||Released in 2017 on Acoustic Shine
Produced by Shambhu and Todd Boston
Composed by Shambhu except “Prelude 2” (George Gershwin with arrangement by Shambhu) and “Gaia Sweet Divine” composed by Shambhu and Kristin Hoffmann
Mastered by Tom Eaton for Imaginary Road Studios
Shambhu: acoustic and electric guitars, 6-string ukulele, e-marimba, e-sitar, e-pads, vocals
Paul McCandless: English horn, soprano sax
Michael Manring: bass
Ravichandra Kulur: bansuri flute
Premik Russell Tubbs: soprano sax, wind synth
George Brooks: soprano sax
Kristin Hoffmann: vocals
Frank Martin: keyboards
Jeff Haynes: percussion
Gurumurthy V : tabla
Todd Boston:slide guitar
Perhaps there is a reason that “soothe” rhymes with “smooth,” but, at the very least, in the case of the latest album from guitar maestro Shambhu, the connection is more than a coincidental homonym. Soothe is absolutely smooth and not in an ersatz smooth jazz way, but in a way that conveys a smoothing out of rough edges, a smoothing of any jangled nerves, and a smooth path ahead for the remainder of your day after you listen to this great recording.
Shambhu wields his assorted guitars (electric, acoustic, ukulele) with deft artistry across a sizable sonic landscape of stylistic diversity but he always keeps things, well, smooth. Even on the occasion when the music crosses over into rhythmic uptempo territory, the mood is restrained and more “kick off your shoes” and less “kick up your heels.” You will hear everything from jazz to instrumental folk to breezy pop to world fusion and even a hint of new age on Soothe, and it all goes down silky smooth, refreshing as an ocean breeze on a sunset-lit beach, comforting as a pair of well-worn sneakers, and enjoyable as the company of friends and loved ones at an outdoor feast on a summer night.
The guitarist brought along some top notch talent, both in the recording booth and the engineering one as well. Todd Boston and Tom Eaton are among the best in the business behind the board in any genre, and when guest stars include folks like Paul McCandless, Michael Manring, Premik Russell Tubbs, Frank Martin, and Jeff Haynes (among others), it’s obvious Shambhu reached for the stars and brought them down to earth!

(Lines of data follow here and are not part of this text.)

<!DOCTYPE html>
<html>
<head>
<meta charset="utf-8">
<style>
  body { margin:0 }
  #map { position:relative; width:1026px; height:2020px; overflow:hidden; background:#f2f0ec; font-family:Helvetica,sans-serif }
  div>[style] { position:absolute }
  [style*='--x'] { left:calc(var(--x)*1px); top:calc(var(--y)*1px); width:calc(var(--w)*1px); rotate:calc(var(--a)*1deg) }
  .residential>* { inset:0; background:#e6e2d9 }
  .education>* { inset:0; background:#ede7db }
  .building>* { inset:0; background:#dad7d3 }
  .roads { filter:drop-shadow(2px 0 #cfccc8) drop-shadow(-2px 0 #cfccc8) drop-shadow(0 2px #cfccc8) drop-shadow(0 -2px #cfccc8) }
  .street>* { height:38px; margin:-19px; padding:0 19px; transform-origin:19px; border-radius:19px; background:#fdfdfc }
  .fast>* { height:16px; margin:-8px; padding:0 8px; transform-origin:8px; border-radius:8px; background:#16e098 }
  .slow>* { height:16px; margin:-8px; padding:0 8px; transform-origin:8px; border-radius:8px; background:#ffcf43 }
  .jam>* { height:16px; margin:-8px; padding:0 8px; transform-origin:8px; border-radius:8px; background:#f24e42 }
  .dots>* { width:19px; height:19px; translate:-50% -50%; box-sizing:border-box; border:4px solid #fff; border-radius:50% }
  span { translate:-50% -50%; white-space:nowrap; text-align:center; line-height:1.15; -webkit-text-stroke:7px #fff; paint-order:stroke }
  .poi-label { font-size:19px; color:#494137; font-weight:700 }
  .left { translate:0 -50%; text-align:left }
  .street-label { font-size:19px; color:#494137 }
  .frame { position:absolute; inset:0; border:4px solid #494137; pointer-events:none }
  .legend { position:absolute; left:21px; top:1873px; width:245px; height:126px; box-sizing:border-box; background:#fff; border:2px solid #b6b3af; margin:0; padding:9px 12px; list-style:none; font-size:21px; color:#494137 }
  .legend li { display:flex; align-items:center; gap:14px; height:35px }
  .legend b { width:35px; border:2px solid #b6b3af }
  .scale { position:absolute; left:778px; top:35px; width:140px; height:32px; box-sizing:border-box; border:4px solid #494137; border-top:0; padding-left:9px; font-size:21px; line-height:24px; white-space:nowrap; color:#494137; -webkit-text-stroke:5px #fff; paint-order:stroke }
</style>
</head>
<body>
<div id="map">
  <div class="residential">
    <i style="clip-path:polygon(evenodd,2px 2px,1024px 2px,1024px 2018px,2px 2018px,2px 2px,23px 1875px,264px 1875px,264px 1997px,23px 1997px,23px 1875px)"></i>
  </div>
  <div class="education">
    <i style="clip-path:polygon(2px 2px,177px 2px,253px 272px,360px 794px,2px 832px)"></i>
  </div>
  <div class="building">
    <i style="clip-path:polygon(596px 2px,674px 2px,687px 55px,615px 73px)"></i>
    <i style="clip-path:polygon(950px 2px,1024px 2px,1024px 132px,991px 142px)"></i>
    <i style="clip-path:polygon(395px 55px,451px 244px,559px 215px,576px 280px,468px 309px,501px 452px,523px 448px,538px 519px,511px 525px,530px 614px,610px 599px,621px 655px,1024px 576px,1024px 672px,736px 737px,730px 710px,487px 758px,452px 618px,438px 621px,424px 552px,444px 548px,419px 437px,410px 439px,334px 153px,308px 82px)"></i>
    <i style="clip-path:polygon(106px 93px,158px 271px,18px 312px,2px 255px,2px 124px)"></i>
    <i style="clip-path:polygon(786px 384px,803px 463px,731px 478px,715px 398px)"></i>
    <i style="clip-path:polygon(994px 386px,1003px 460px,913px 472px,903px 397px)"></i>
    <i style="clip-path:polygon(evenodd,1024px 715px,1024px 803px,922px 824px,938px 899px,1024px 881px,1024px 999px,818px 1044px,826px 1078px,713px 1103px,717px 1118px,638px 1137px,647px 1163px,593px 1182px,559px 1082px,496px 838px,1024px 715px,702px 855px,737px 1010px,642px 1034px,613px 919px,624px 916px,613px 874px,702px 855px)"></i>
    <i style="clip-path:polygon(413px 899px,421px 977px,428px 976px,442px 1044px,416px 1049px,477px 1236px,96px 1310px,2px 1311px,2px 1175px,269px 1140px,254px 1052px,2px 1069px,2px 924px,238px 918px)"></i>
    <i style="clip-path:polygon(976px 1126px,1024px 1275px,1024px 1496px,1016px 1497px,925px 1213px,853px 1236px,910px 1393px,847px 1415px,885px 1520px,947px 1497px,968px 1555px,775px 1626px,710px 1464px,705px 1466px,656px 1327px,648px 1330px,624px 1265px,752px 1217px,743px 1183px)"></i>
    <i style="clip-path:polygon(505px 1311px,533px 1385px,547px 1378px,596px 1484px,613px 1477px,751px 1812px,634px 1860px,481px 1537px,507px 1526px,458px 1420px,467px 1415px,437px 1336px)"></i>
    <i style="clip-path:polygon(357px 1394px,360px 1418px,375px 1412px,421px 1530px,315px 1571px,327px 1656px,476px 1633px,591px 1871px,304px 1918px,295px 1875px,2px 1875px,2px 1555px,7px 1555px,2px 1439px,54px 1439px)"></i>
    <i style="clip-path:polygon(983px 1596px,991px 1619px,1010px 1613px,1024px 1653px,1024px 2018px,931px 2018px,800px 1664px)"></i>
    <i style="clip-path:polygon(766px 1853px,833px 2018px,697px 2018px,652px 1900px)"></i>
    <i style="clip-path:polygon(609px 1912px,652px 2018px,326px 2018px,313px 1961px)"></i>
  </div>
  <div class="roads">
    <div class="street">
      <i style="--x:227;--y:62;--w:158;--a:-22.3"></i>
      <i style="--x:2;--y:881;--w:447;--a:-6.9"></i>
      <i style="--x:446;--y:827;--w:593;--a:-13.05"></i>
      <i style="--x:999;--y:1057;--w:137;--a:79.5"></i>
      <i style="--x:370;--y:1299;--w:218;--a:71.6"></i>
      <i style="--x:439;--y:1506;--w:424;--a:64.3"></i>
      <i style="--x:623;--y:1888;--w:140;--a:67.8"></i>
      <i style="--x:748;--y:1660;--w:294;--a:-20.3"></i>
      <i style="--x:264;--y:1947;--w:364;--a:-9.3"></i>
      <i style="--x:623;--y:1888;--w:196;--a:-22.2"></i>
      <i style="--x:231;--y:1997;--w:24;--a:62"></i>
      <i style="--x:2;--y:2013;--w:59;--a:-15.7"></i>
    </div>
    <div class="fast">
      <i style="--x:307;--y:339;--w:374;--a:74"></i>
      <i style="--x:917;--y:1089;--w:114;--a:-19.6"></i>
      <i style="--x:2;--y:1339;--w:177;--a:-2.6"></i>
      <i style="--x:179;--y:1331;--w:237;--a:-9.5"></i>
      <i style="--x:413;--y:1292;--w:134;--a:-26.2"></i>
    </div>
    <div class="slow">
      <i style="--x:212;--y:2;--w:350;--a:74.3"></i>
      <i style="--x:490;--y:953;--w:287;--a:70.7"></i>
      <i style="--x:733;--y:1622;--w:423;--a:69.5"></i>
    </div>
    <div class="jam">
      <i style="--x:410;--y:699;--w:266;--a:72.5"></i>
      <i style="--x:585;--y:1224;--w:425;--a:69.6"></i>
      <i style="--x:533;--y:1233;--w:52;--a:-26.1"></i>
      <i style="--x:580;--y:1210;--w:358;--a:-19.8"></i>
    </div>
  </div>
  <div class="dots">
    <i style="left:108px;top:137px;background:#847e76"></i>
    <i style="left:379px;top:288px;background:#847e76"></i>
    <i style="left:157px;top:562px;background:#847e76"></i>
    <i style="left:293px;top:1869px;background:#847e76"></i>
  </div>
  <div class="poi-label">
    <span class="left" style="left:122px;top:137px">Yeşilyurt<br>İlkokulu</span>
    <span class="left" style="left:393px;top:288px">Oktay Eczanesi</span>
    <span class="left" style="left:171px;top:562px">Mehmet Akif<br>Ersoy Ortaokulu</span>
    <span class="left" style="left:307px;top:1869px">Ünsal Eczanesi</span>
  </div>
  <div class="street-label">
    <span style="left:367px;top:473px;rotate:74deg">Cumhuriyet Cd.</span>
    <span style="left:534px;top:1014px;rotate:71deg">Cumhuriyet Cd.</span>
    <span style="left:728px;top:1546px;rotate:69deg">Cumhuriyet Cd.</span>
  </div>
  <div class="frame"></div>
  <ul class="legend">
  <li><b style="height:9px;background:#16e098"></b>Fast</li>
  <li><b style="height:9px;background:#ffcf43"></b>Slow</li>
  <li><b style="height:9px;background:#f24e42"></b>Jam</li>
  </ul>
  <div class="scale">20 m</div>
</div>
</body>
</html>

Sometimes during the umpteen playings of this album (I estimate more than ten) I would try to find a comparative group or artist to use in my review (as a “sounds like”), but it’s not easy. Yes, at times I thought of Spyro Gyra at their least urban, or Return to Forever at their least rambunctious or even Oregon minus the more overt world beat influences, but all of these miss the special musical magic with which Soothe overflows (which is not to minimize any of those three aforementioned groups but more to point out the special touches which distinguish this recording from theirs).
Soulfulness runs throughout each track on Soothe like a slow, lazy brook winding its way through a forest, at times burbling over rocks, and other times flowing serenely with sunlight shimmering off the gently rippling surface. “Knowingness” opens the album on a pensive yet beautiful note with acoustic guitar chords (and fingerstyle as well) under a delicate bansuri flute melody. “Time Travel” bursts gently into a sunshine feeling, percolating along on a bouncy hand percussion rhythm, softly sensual sax, and distinct feeling of movement – not too fast but not too slow, either. McCandless’ exquisite sax work on “Days Like Falling Stars” colors the song with a reflective feeling of romance lost, a missed chance at love perhaps? “Devotion Tears” hits with subtle somberness as bass, guitar, and Boston’s slide mesh together weaving a slightly sad mood via a killer refrain that is catchy despite its downcast stylings. I just love the sly bluesy jazz orientations of the cryptically-titled Gershwin-penned “Prelude 2,” with those delicious guitar notes matched by equally seductive sax (by George Brooks on this cut). “Through New Eyes” is the kind of song that could be seen as epitomizing the current era of instrumental pop/jazz music—with just a dash of world influence and an unforced liveliness. “Gaia Sweet Divine” departs the most from what has come before via both the more overt world music touches as well as Kristin Hoffmann’s pretty vocals which hover over the melody like a graceful seabird on gentle wind currents.
Soothe is not just meticulously crafted from every angle (composing, performing, engineering and mastering) but it also is clearly created and fashioned by artists in love with making music. It’s not just the details which are so evident throughout the 42 minute playing time, it’s the overall “whole” you are left with at its conclusion. One is left to feel sated, content, and hopefully seeing the world in a slightly better context, a friendlier light if you will, because if music this beautiful is still to be made and heard, perhaps there is hope for us after all.